J’étais en colère contre elle, je ne voulais pas voir. Et puis il a fallu me rendre à l’évidence quand elle a fugué. En fait, elle avait l’habitude de faire un tout petit tour dans le quartier, toujours le même parcours, chaque après-midi. Un jour elle n’est pas revenue. Quand l’infirmière est passée, il n’y avait personne. Elle m’a appelée, on a appelé les pompiers, la police. Grosse frayeur. On l’a retrouvée prostrée sur un banc. Elle ne savait plus où elle était ni comment rentrer chez elle.

J’ai compris subitement qu’elle ne jouait pas avec moi. J’ai remué ciel et terre pour lui trouver une maison de retraite. Pas simple. Surtout avec une petite retraite. Maintenant, elle est en sécurité. Unité fermée. Je suis allée la voir très régulièrement au début. Elle m’appelait Madame. Je lui disais « Je suis ta fille ». Elle riait, elle était perdue, elle pleurait. J’ai arrêté de lui dire que j’étais sa fille.

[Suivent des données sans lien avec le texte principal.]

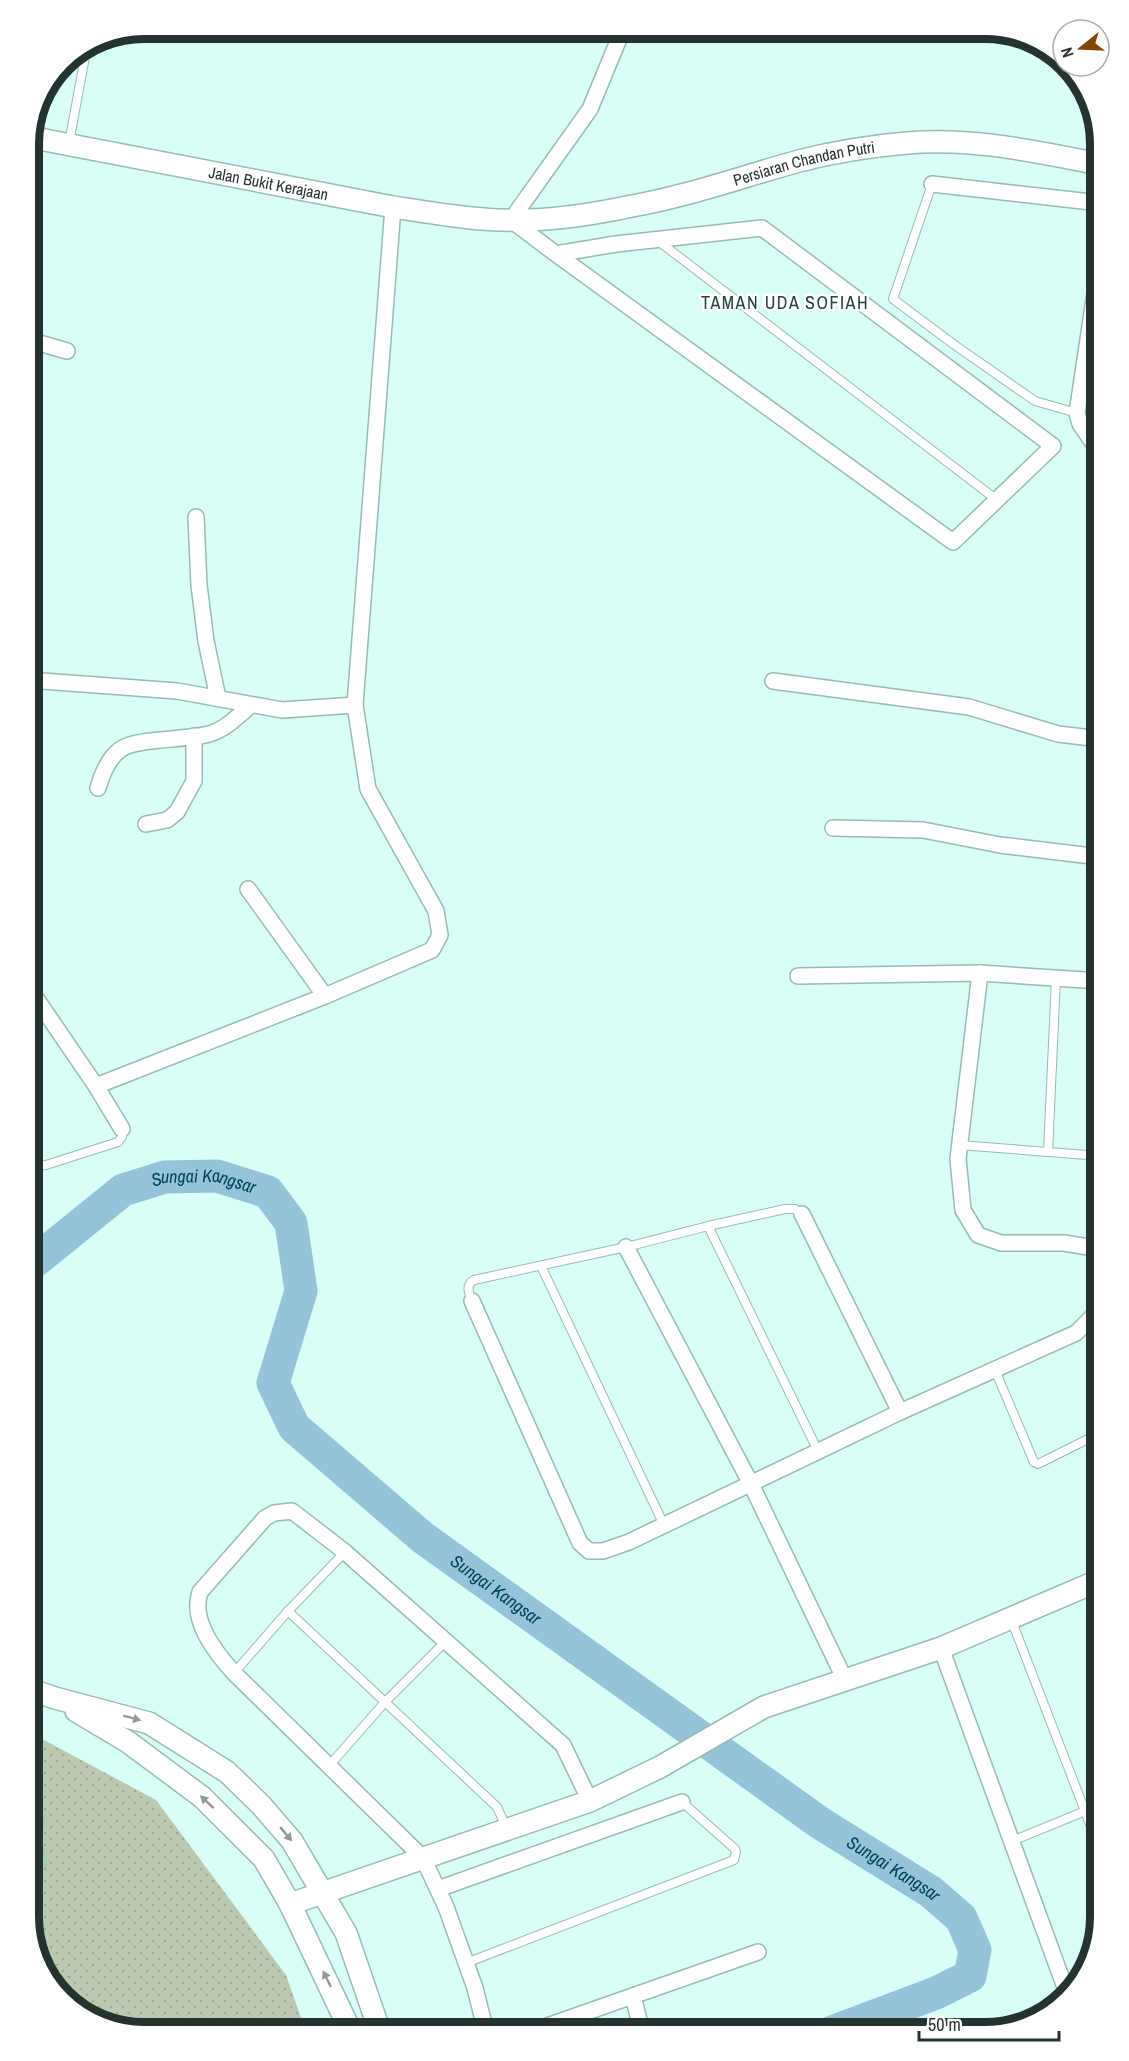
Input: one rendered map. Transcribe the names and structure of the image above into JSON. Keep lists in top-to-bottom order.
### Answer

Elle a continué à m’appeler Madame. Je suis allée la voir de moins en moins. Les infirmières me disaient que ça la perturbait de me voir. Qu’elle s’était créé un nouvel univers ici, avec de nouveaux repères. Je ne l’ai plus guère visitée, alors. En culpabilisant de ne plus venir tout autant qu’en étant soulagée. Je ne sais pas si je le regretterai. Est-ce encore ma mère ? Est-ce que je perds du temps avec elle ? Est-ce que plus tard, je m’en voudrai de ce temps que je ne partage plus avec celle qui m’a mise au monde ? Et si j’allais la voir, ne serait-ce que par convention sociale, par habitude, par peur du regard des autres ? Je n’en sais rien. Mais je ne reconnais plus cette personne amaigrie, aux cheveux mal coupés, si mal fagotée, souvent avec des vêtements que je ne lui avais pas achetés...Parce qu’à la maison de retraite, les vêtements se mélangent et peu importe ce qu’ils portent, tant qu’ils sont habillés. Ma mère qui n’aimait que les pantalons est aujourd’hui souvent en robe. A qui sont ces robes ? Est-ce vraiment encore ma mère ?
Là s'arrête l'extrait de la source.